Researcher Unearths a Trove of New Shakespeare Documents

Archival papers show the Bard was interested in improving his social status

Shakespeares Tomb
David Merrett /Flickr

There are many aspects of William Shakespeare’s world that modern readers might find confusing, such as the importance of heraldry. Earning—and being able to afford—an official crest was a sign that a family was respectable, and often came with the title of “gentleman.” “It’s an early form of brand management,” Heather Wolfe, a curator at the Folger Shakespeare Library in Washington, D.C., tells Sadie Dingfelder at The Washington Post. “You pay a lot of money to get this logo created and you put it on everything.”

Shakespeare was not above the desire to raise his status either, as new documents uncovered by Wolfe show. It’s been known for a long time that Shakespeare’s father, John, made an application to the College of Arms, the body in charge of vetting families and granting arms. His son pursued the issue, Sylvia Morris at The Shakespeare Blog reports, eventually getting a coat of arms for his family in 1596 based on his great-grandfather’s military service and John Shakespeare’s tenure as Bailiff of Stratford-Upon-Avon.

Wolfe went digging through the archives of the College of Arms looking for more details about the Shakespeare family, uncovering a dozen new records relating to Shakespeare’s coat-of-arms application. Considering how little the world knows about the Bard, this is a bonanza for Shakespeare scholars.

Many of the documents refer to him as Shakespeare “the player” or “the actor,” more evidence that Shakespeare indeed wrote the plays attributed to him. “It’s always been clear that Shakespeare of Stratford and ‘Shakespeare the player’ were one and the same,” Columbia University Shakespeare scholar James Shapiro tells Schuessler. “But if you hold the documents Heather has discovered together, that is the smoking gun.”

Even more, the documents indicate that Shakespeare, like other men of his age, was interested in gaining social respect and legitimacy. “It makes it abundantly clear that while Shakespeare was obtaining the arms on behalf of his father, it was really for his own status,” Wolfe tells Schuessler.

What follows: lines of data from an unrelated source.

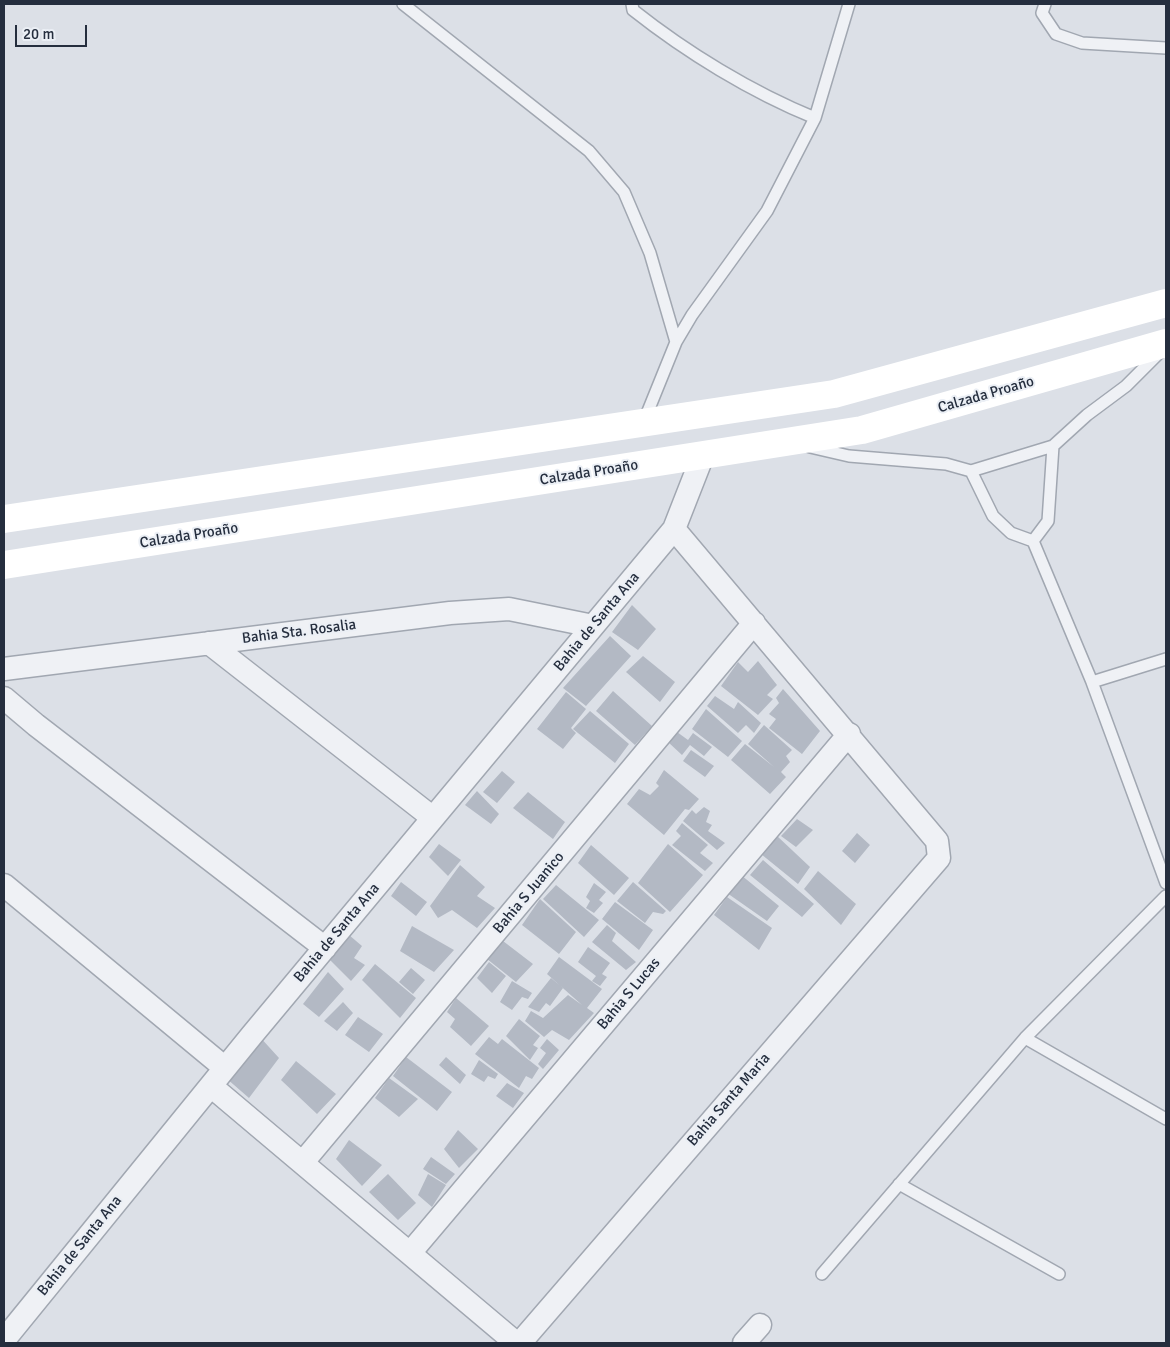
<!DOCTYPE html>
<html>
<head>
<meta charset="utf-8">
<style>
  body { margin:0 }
  #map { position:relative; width:1170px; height:1347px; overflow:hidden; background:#dce0e7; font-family:Signika,sans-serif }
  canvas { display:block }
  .frame { position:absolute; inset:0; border:5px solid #252e3e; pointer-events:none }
  .scale { position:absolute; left:15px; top:25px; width:72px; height:22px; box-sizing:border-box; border:2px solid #252e3e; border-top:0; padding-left:6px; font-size:15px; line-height:18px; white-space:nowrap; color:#252e3e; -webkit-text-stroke:4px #ebeff5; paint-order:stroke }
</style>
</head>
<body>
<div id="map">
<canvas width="1170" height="1347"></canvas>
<div class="frame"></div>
<div class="scale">20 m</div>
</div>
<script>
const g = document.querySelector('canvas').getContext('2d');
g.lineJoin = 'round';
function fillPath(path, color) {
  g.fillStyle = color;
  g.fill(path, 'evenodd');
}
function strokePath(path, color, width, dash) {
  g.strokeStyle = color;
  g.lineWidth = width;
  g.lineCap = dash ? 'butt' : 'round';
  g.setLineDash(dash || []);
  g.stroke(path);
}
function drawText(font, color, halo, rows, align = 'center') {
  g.font = font + ' Signika,sans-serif';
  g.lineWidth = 4;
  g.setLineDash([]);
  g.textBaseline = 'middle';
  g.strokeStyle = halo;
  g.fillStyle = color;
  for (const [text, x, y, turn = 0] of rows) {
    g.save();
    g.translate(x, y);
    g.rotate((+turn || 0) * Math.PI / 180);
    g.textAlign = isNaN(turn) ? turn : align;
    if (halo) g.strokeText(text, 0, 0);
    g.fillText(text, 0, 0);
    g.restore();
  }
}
const building = new Path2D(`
  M632,605L656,629L638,650L612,632Z
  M610,636L631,656L586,706L563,688Z
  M643,656L675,682L660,702L626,672Z
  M758,661L777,685L767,695L773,699L758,715L721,686L738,662L748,672Z
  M783,689L820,731L802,754L769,728L776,719L769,714L779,703L776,698Z
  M613,691L652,726L635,745L596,711Z
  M566,692L586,709L571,728L576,733L563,749L537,729Z
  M715,696L734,709L738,702L761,723L754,733L746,725L738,733L707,706Z
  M706,709L742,741L728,757L692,729Z
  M590,711L629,744L615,763L573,729Z
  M764,725L792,750L786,756L790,762L781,772L786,777L770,794L731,760L745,744L774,767L748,744Z
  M677,732L688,740L693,733L712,747L704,756L690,745L682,755L668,742Z
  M691,750L714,766L705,777L683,761Z
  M664,770L699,799L689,810L685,809L664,835L627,804L639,789L650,795L659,786L656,783Z
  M502,771L515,782L497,803L483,792Z
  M477,791L499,814L491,824L465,805Z
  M528,792L565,822L553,839L513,808Z
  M704,807L710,811L706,822L712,825L708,831L725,843L717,850L683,821L692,810L696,814Z
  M797,819L813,830L796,847L781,836Z
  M682,823L708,845L700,853L713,863L705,871L672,845L681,836L676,831Z
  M857,833L870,845L855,863L842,851Z
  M776,835L810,867L798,884L761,854Z
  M439,844L461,860L448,876L429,857Z
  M668,844L703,875L670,912L638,883Z
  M591,845L629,878L614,895L578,863Z
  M763,860L814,904L802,917L750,875Z
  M460,865L485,887L477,896L495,908L477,928L452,910L438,918L430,906Z
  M818,871L856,904L841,925L804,889Z
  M741,875L779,906L767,921L727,893Z
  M401,882L427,902L416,916L391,896Z
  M633,882L666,911L663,914L653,912L645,923L617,901Z
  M594,883L606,892L599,900L603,903L594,913L586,908L590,901L586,897Z
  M556,885L599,920L584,937L543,899Z
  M727,897L772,928L759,950L714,915Z
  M540,899L576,932L559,954L522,925Z
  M615,902L653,930L639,950L602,919Z
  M607,925L616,933L612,941L636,962L626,970L592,942Z
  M412,926L454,950L434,972L400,951Z
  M349,935L362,946L354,958L365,965L351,981L329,959Z
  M503,941L533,964L516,982L487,959Z
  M588,947L610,963L602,974L607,977L600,986L592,981L596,976L578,962Z
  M559,957L602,989L587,1008L594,1013L569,1040L552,1030L544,1037L525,1021L531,1011L543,1018L568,995L582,1005L547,974Z
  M489,962L506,976L492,993L477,978Z
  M375,964L416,998L400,1018L362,980Z
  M411,968L425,980L413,994L399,982Z
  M328,972L344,989L319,1017L303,1004Z
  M551,978L563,988L550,1006L546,1003L539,1012L528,1007Z
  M512,981L532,993L528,999L522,997L512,1010L500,1002Z
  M456,998L489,1026L471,1046L450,1027L455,1019L447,1012Z
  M343,1002L353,1013L337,1031L324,1021Z
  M358,1017L383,1034L369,1052L345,1035Z
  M519,1019L540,1036L533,1045L538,1048L530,1060L506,1036Z
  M259,1036L279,1058L249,1098L226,1078Z
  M489,1037L498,1044L502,1039L539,1068L532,1079L526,1076L519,1088L475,1054Z
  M547,1039L559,1050L543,1069L538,1064L546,1053L540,1048Z
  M406,1057L452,1092L437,1111L393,1076Z
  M446,1057L466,1075L460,1084L439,1065Z
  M479,1060L498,1074L495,1079L488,1076L484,1082L471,1074Z
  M296,1061L336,1094L317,1114L281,1080Z
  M389,1078L418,1099L399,1117L375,1098Z
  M507,1083L524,1093L513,1108L496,1096Z
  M458,1130L478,1149L459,1168L444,1149Z
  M349,1140L382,1165L362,1186L336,1159Z
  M431,1157L455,1174L446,1184L423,1169Z
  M388,1174L416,1203L398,1220L369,1192Z
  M428,1174L446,1185L432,1207L418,1195Z`);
const service = new Path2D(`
  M403,4L589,151L624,192L650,253L676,342
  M632,4L633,10C686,52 751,92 815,118
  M1045,4L1042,13L1056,34L1082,43L1166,48
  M644,421L676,342L692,315L767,211L815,118L849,4
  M810,447L849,456L946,464L971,471L993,516L1011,533L1033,541L1092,682L1166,883
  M971,471L1053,446
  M1033,541L1048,521L1053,446L1087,415L1126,386L1160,352
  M1092,682L1166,659
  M1025,1038L1166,1119
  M899,1184L1059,1274
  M822,1274L1025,1038L1166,896`);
const minor = new Path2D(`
  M209,643L433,818
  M4,669L450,613L509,609L593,626
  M4,698L36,725L325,948
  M4,885L225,1068
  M211,1086L516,1343
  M303,1162L754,623
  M410,1253L849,734
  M4,1340L252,1035L674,529L703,455
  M520,1343L939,858L937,841L674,529
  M744,1343L760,1325`);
const secondary = new Path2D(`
  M4,519L834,394L1166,303
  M4,565L862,430L1166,343`);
const streetNames = [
  ["Calzada Proaño",986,395,-16],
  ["Calzada Proaño",589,473,-9],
  ["Calzada Proaño",189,536,-9],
  ["Bahia de Santa Ana",597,622,-50],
  ["Bahia Sta. Rosalia",299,632,-7],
  ["Bahia S Juanico",529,893,-50],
  ["Bahia de Santa Ana",337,933,-50],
  ["Bahia S Lucas",629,994,-50],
  ["Bahia Santa Maria",729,1100,-49],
  ["Bahia de Santa Ana",80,1246,-51]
];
fillPath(building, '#b3b9c4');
strokePath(service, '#a1a7b1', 14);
strokePath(minor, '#a1a7b1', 25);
strokePath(service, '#eff1f5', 11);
strokePath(minor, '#eff1f5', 22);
strokePath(secondary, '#fff', 28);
drawText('15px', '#252e3e', '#ebeff5', streetNames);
</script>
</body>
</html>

Dingfelder writes that the Shakespeare crest includes a falcon holding a spear mounted on a yellow shield with a diagonal black stripe across it. In that stripe is another spear, with a tip that look looks almost like a pen nib. The motto underneath reads, “Non sanz droict” or "Not without right."

The granting of arms wasn’t without controversy. Morris writes that in 1602, an official at the College of Arms accused 23 people granted arms in the preceding few years of being “base persons” and not worthy of the honor. Shakespeare was singled out for being an actor, which was not a respectable occupation during his time. There is no evidence, however, that the arms were rescinded.

After the grant, Shakespeare began using the title “Gentleman,” and the crest appears on his monument at Stratford and is carved on a chair he and his wife Anne Hathaway owned. Schuessler also reports a bit of the crest can be seen on a wax seal used on the will of Elizabeth Barnard, Shakespeare’s granddaughter and his last direct descendent who died in 1670.